É a 15 quilômetros de casa que os moradores de Muçum, no Vale do Taquari, se despedem de familiares e amigos mortos na enchente. O município de 4,6 mil habitantes foi arrasado pelas enxurradas que atingiram o Rio Grande do Sul nesta semana. Diante da situação em que se encontra a cidade, tomada por ruínas e lama, em razão da catástrofe que não poupou nem cemitérios, a vizinha Vespasiano Corrêa serve de abrigo para este momento de dor.
Neste sábado (9), nove pessoas são veladas no ginásio de uma escola infantil na área central. Cerca de 20 minutos de carro separam os dois municípios, unidos nesta manhã por uma tentativa de amparo.
Por volta das 6h, os policiais militares já haviam bloqueado com cones os principais acesso ao ginásio, que fica próximo à prefeitura. Do lado de dentro, ouvia-se o som da chuva que voltou a atingir a região neste sábado, enquanto PMs carregavam os esquifes em direção à quadra de esportes.

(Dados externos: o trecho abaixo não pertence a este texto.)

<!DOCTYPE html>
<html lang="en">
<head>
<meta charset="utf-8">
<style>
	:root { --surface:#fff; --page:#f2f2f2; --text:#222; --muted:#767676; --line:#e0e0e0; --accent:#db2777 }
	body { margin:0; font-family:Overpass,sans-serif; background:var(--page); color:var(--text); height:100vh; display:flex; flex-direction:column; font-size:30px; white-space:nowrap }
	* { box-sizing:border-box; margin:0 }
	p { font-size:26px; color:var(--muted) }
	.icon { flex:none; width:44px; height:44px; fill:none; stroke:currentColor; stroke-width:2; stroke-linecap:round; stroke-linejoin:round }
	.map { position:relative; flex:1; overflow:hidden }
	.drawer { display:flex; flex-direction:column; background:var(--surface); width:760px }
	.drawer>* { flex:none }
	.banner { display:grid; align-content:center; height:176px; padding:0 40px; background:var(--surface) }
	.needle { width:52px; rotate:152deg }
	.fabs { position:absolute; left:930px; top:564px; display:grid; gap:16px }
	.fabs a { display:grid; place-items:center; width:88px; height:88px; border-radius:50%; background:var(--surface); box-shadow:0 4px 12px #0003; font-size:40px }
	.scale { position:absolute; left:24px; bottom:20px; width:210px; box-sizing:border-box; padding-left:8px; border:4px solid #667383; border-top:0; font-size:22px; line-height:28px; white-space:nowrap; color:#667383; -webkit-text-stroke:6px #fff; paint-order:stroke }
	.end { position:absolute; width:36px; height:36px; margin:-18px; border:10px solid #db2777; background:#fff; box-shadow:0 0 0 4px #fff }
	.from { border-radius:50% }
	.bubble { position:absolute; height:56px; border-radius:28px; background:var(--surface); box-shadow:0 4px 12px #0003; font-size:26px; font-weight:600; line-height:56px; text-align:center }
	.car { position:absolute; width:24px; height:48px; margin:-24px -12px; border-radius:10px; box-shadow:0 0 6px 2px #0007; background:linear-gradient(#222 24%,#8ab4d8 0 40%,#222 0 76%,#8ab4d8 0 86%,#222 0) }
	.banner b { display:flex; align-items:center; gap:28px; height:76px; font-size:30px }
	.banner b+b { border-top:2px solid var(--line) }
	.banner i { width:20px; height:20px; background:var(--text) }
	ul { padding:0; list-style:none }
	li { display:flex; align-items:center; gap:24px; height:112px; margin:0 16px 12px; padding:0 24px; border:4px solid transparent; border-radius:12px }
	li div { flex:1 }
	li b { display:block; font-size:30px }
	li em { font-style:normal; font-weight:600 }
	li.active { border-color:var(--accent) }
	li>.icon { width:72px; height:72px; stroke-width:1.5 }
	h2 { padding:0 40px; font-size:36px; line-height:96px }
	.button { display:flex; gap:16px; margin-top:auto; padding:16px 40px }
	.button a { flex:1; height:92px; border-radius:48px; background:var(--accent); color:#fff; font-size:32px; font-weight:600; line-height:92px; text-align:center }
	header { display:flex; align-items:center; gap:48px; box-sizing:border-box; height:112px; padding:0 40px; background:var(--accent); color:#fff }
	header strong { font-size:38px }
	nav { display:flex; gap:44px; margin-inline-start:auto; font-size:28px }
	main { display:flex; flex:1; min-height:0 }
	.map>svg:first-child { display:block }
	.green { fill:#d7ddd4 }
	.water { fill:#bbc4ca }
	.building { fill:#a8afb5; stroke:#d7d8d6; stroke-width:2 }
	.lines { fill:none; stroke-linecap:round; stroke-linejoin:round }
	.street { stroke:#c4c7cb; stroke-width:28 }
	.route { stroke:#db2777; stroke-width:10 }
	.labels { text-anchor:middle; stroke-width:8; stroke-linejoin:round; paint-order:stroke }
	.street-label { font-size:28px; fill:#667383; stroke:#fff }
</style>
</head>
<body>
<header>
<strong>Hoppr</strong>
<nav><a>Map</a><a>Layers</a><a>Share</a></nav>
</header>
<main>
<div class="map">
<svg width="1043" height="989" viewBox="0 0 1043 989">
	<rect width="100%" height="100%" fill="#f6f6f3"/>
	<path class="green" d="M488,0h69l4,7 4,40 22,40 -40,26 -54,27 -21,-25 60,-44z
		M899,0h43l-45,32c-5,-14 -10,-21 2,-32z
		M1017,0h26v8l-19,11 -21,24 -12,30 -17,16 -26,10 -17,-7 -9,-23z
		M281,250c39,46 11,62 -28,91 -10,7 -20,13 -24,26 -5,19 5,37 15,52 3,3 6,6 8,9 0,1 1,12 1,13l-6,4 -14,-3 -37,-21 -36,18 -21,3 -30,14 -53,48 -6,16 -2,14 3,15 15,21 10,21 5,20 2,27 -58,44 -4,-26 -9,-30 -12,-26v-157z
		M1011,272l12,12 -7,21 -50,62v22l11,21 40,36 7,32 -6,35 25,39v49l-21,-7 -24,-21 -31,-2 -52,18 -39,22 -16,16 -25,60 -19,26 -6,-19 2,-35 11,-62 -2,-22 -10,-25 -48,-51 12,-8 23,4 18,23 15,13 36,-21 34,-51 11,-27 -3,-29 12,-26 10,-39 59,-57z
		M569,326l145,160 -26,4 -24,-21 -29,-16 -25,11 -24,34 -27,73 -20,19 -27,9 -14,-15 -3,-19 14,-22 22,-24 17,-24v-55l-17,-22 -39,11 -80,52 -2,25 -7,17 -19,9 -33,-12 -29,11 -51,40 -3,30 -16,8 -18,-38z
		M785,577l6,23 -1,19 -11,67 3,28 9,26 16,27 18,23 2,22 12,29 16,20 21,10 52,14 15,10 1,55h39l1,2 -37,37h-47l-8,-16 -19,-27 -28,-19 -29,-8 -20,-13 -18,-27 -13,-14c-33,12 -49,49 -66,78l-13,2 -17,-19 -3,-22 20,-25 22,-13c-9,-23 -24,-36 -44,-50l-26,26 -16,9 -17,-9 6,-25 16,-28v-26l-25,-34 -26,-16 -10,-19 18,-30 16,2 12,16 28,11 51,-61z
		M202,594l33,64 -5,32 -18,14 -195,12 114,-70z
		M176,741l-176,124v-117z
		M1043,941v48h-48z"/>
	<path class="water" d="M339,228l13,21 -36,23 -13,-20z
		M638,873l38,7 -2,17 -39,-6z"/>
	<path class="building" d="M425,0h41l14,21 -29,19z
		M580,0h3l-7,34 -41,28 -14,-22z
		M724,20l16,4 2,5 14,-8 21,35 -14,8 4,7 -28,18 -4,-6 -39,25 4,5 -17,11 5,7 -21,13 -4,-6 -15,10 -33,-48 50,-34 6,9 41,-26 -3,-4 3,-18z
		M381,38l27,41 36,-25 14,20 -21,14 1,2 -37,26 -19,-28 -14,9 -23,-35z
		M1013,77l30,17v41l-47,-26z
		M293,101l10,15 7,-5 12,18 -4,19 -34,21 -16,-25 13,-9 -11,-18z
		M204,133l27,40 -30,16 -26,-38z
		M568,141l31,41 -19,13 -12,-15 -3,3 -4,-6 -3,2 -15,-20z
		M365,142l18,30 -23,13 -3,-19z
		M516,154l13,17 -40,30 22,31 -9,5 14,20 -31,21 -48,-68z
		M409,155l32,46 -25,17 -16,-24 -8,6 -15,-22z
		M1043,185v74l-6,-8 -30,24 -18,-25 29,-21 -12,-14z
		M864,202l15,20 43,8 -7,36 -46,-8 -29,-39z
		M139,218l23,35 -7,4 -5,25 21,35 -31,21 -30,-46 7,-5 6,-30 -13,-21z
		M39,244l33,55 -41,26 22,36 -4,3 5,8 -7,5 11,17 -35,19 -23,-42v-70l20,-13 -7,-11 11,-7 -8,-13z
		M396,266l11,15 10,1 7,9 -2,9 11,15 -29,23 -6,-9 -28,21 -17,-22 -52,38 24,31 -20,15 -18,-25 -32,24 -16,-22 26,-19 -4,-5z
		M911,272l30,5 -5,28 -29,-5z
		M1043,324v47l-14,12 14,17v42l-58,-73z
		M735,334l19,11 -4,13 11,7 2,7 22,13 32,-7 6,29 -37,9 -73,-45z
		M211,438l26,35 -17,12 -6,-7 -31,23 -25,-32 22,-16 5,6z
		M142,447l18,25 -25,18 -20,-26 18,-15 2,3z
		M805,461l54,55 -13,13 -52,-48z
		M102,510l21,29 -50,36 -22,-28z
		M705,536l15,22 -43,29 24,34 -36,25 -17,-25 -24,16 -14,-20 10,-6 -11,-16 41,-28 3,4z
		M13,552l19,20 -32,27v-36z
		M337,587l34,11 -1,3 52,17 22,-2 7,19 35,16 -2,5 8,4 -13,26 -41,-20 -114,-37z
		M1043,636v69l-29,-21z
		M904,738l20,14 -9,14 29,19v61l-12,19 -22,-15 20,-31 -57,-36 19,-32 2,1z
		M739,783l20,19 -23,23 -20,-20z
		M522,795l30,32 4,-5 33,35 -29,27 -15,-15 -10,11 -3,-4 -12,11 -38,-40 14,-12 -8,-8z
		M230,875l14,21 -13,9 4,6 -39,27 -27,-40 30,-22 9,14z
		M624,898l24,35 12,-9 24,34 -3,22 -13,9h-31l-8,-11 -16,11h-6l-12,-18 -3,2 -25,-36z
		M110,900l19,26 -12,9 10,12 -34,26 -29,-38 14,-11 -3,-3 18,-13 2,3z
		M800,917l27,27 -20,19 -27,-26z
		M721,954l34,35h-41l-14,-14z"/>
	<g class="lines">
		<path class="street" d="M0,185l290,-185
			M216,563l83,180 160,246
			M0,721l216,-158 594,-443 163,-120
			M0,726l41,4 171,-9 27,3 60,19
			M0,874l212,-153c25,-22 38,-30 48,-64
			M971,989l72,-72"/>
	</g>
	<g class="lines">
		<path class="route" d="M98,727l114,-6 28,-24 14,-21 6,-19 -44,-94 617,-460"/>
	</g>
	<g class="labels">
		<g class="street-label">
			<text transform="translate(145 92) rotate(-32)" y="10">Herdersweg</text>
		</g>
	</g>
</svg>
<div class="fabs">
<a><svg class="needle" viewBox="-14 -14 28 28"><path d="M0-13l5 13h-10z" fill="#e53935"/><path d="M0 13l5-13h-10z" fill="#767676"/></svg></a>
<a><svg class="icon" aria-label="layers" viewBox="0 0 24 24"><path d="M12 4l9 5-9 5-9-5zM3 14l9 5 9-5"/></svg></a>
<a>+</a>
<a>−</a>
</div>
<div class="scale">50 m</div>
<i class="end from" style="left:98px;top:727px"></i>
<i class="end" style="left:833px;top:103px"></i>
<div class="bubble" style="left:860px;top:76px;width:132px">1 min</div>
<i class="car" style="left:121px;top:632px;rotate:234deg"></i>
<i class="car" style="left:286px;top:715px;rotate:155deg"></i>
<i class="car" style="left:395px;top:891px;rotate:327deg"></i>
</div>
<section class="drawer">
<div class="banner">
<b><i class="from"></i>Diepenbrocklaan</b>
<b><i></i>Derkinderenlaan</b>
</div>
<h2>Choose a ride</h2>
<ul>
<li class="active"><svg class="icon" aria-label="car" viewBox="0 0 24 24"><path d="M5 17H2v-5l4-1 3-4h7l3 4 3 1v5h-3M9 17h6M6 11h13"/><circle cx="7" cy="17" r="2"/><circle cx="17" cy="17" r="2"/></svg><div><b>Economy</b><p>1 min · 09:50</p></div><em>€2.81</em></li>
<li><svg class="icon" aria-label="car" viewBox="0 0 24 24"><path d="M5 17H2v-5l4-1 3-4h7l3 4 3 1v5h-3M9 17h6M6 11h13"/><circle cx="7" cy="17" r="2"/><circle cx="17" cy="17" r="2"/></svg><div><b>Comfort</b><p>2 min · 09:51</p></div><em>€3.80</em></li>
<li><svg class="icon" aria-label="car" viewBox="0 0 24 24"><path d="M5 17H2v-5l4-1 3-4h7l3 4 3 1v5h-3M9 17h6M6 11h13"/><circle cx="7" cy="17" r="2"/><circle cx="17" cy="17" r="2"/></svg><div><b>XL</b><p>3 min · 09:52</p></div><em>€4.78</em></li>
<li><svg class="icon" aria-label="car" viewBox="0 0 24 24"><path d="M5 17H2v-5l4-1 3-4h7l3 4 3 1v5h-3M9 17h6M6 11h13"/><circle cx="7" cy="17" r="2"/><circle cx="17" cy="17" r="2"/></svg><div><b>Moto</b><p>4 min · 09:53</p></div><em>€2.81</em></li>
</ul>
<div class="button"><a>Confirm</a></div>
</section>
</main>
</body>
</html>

— Estamos aqui para fazer o policiamento, mas a atuação da Brigada Militar já foi além disso e se transformou numa missão humanitária. Estamos aqui para garantir que essas pessoas possam se despedir num momento de intimidade — explicou o comandante do 2º Batalhão de Choque da BM, major Rodrigo Kunsler, sobre o auxílio prestado no local.
É neste espaço que familiares se despedirão de nove vítimas da enxurrada. Outro corpo de morador de Muçum será velado em Canoas, na Região Metropolitana, também neste sábado.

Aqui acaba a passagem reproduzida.